Der Zylinderwert zur Korrektur des Astigmatismus

 

Der Zylinderwert wird zur Anfertigung von Brillengläsern oder Kontaktlinsen zur Korrektur eines Astigmatismus benötigt. Die Hornhaut ist dann nicht ebenmäßig, sondern unregelmäßig gewölbt. Die Stärke dieser Wölbung wird als Zylinder bezeichnet und in Dioptrien gemessen.

Der Zylinderwert ist relevant, wenn nicht (nur) eine Kurz- oder Weitsichtigkeit, sondern (auch) ein Astigmatismus (eine Hornhautverkrümmung) korrigiert werden soll. Er wird – wie auch der Sphärenwert – in Dioptrien gemessen. Wird mithilfe des Zylinderwerts eine Brille oder Kontaktlinse angefertigt, muss zusätzlich der Achsenwert (A) ermittelt werden, damit die Linse korrekt geschliffen werden kann.

Was sagt der Zylinder über das Auge aus?

Bei einer Hornhautverkrümmung ist die Hornhaut (Fachbegriff: Cornea) nicht gleichmäßig kugelförmig, sondern in verschiedenen Bereichen unterschiedlich gekrümmt. Die horizontal einfallenden Lichtstrahlen werden daher anders gebrochen als die vertikal einfallenden, sodass sie nicht in einem einzelnen Brennpunkt zusammentreffen, sondern vielmehr in zwei Brennlinien: einer senkrechten und einer waagerechten.
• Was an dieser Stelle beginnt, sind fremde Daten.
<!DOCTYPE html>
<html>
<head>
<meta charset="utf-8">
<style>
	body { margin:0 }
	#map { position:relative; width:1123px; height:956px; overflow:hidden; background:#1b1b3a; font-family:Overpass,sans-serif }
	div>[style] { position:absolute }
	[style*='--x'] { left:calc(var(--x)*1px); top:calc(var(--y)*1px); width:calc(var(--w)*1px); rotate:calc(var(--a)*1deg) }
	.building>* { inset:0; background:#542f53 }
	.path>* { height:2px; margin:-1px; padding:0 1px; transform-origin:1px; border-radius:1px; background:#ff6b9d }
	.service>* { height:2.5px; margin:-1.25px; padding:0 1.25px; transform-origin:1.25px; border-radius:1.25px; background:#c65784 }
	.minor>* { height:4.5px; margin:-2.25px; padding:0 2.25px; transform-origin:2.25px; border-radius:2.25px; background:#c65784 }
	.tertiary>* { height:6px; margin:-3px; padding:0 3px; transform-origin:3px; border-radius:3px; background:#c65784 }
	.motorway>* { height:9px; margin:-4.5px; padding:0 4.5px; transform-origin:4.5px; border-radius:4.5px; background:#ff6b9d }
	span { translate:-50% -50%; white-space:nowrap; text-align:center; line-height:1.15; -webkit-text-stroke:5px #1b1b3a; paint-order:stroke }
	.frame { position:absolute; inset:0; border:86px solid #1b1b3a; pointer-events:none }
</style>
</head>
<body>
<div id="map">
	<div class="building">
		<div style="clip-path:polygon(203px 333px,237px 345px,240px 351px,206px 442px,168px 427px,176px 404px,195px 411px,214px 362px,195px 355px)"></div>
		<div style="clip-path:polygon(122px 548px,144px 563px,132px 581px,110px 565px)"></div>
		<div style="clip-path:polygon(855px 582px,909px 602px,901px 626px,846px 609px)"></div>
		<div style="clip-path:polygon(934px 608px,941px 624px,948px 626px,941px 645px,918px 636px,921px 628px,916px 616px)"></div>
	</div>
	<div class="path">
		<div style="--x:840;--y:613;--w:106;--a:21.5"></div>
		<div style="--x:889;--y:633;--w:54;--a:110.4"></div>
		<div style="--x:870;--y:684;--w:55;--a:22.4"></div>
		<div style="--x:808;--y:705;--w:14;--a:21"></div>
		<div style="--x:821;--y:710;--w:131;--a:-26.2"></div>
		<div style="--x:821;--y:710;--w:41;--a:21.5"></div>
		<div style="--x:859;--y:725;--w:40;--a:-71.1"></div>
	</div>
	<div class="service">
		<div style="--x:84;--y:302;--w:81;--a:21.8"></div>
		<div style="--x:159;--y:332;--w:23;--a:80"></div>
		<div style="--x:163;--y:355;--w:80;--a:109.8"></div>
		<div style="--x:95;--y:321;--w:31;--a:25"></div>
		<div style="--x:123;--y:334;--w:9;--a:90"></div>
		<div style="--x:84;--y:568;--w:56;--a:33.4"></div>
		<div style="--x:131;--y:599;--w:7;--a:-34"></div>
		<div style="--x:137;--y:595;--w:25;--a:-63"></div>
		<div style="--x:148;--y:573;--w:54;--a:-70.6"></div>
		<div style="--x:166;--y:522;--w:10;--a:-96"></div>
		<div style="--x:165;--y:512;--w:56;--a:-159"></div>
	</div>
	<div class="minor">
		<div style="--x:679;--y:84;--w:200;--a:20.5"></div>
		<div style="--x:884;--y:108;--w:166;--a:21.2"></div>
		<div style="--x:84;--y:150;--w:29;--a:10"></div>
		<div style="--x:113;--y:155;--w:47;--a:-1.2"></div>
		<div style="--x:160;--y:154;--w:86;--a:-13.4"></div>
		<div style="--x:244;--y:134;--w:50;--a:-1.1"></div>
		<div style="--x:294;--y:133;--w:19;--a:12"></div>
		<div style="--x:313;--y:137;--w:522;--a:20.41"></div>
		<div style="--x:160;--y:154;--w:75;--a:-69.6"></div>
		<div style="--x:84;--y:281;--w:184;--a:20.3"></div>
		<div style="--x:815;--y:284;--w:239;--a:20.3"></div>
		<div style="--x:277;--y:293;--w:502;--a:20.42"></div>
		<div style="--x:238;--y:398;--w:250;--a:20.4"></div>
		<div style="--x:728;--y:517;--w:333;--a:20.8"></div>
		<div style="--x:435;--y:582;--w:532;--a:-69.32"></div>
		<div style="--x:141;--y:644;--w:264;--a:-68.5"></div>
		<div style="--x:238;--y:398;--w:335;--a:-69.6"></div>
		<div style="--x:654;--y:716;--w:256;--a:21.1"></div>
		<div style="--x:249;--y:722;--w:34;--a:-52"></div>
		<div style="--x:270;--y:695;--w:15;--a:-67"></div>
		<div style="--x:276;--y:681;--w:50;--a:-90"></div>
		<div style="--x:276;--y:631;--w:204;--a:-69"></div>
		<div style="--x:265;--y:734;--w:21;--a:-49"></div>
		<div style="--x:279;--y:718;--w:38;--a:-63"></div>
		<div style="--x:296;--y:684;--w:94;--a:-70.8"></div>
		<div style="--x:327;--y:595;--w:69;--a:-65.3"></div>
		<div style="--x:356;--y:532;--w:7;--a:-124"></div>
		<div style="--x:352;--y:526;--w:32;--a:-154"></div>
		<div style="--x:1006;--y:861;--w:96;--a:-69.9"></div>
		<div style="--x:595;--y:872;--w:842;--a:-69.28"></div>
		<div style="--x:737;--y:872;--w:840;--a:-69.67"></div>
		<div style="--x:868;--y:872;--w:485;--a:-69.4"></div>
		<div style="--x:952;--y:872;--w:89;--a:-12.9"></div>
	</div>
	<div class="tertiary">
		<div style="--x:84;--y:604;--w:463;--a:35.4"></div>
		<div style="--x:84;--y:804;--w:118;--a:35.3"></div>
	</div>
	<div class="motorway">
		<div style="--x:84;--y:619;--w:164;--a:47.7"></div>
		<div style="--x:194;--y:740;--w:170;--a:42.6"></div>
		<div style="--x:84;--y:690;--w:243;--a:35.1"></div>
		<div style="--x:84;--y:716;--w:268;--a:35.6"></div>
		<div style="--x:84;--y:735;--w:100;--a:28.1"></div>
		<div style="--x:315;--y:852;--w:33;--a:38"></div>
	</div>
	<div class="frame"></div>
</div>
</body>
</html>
Du kannst dann weder in der Nähe noch in der Ferne scharf sehen. Diese Form der Fehlsichtigkeit heißt in der Fachsprache „Astigmatismus“ oder – wegen der Brennlinien – auch „Stabsichtigkeit“.

Das Maß für eine solche Hornhautverkrümmung ist der Zylinder. Der Zylinderwert (CYL) je Auge wird in negativen Dioptrien angegeben. So steht dann im Brillenpass für den Zylinder beispielsweise „CYL -1,5“. Die Angabe des Zylinders im Brillenpass bewegt sich in der Regel zwischen 0,00 (wenn keine Hornhautverkrümmung vorliegt) und -10,00 dpt.

Wichtige Werte für deine Brille: Zylinderwert und Achsenwert

Bei einer Hornhautverkrümmung ist die übliche Sphärenform des Auges unregelmäßig. Diese Abweichungen können in verschiedenen Richtungen verlaufen. Deswegen muss bei einem Astigmatismus der Zylinder immer zusammen mit einer Richtung angegeben werden. Diese Richtung wird in Grad gemessen und „Achse“ genannt. Im Brillenpass findest du diesen Wert unter „A“ oder „ACH“. Für jedes Auge können Zylinder und Achse unterschiedlich ausfallen.

Torische Gläser oder Kontaktlinsen im Gegensatz zu sphärischen Gläsern

Sphärische Gläser sind vollkommen ebenmäßig gewölbt und dazu geeignet, eine Kurz- oder Weitsichtigkeit auszugleichen. Kommt ein Zylinder wegen einer Hornhautverkrümmung hinzu, sind die Gläser nicht mehr sphärisch, sondern torisch (Torus = ein geometrisches Gebilde, das etwa aussieht wie ein Donut). Die Brennlinien, die durch den Astigmatismus entstehen, werden mithilfe der torischen Gläser oder Linsen zu Brennpunkten fokussiert, sodass du wieder besser sehen kannst.